**Task:** Print the whole listing again exactly, keeping no pictures in it.

**Source material:**
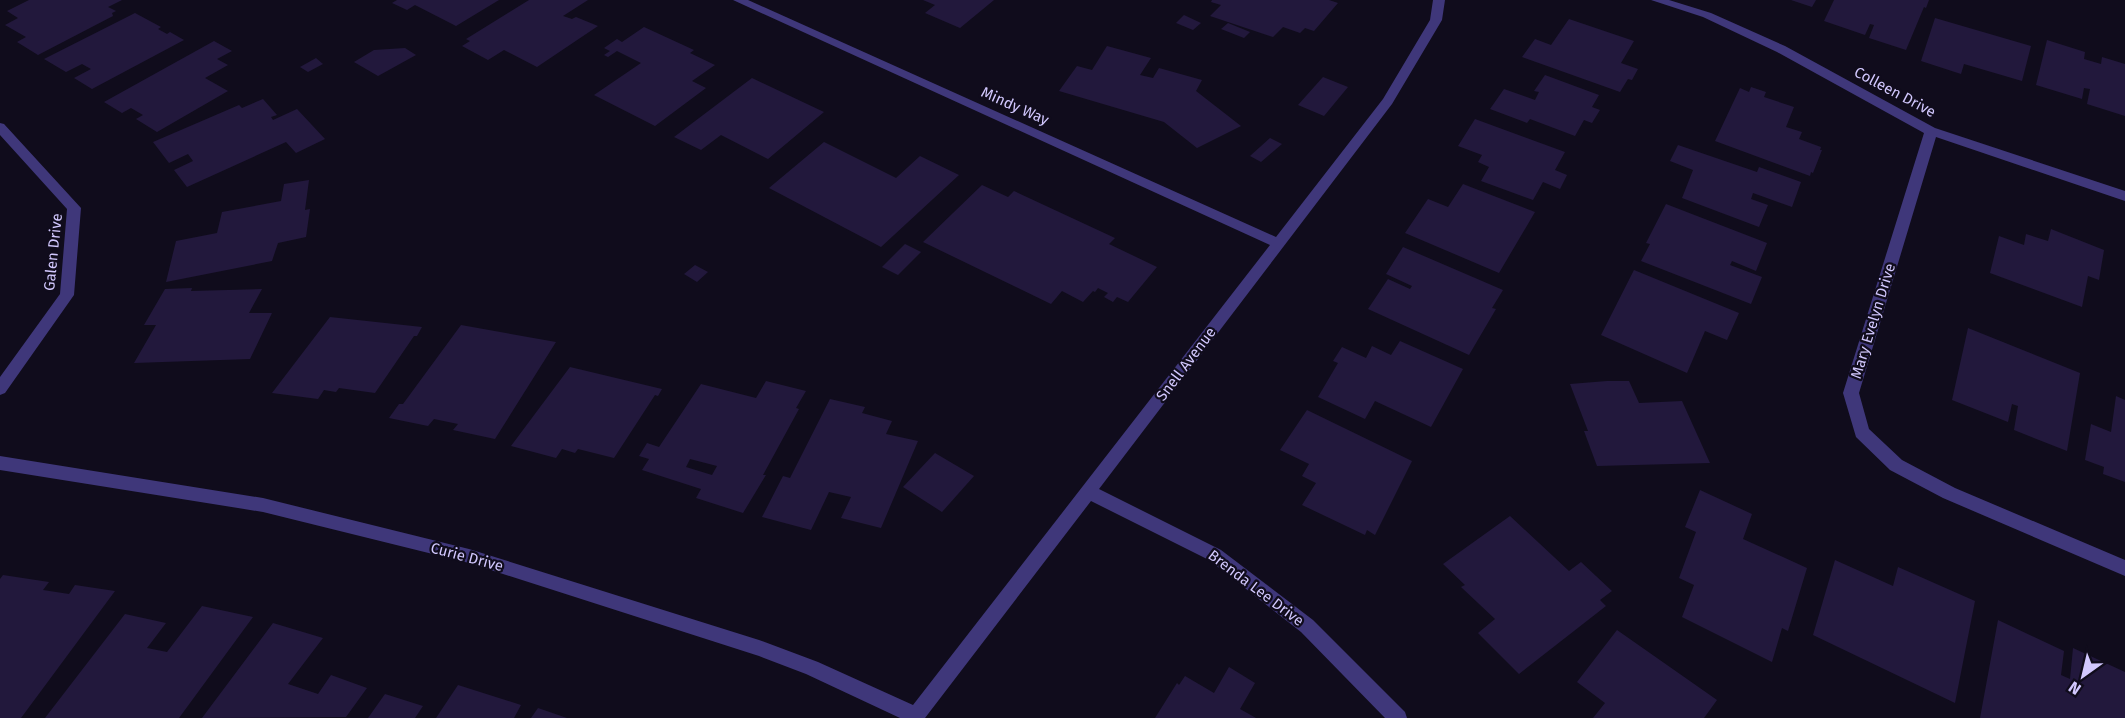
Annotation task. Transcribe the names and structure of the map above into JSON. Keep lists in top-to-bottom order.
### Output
{
  "streets": {
    "street": [
      "Colleen Drive",
      "Mindy Way",
      "Galen Drive",
      "Mary Evelyn Drive",
      "Snell Avenue",
      "Curie Drive",
      "Brenda Lee Drive"
    ]
  },
  "crossings": [
    ["Colleen Drive", "Mary Evelyn Drive"],
    ["Mindy Way", "Snell Avenue"],
    ["Snell Avenue", "Curie Drive"],
    ["Snell Avenue", "Brenda Lee Drive"]
  ],
  "north": "bottom left"
}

**Task result:**
Annotation task. Transcribe the names and structure of the map above into JSON. Keep lists in top-to-bottom order.
### Output
{
  "streets": {
    "street": [
      "Colleen Drive",
      "Mindy Way",
      "Galen Drive",
      "Mary Evelyn Drive",
      "Snell Avenue",
      "Curie Drive",
      "Brenda Lee Drive"
    ]
  },
  "crossings": [
    ["Colleen Drive", "Mary Evelyn Drive"],
    ["Mindy Way", "Snell Avenue"],
    ["Snell Avenue", "Curie Drive"],
    ["Snell Avenue", "Brenda Lee Drive"]
  ],
  "north": "bottom left"
}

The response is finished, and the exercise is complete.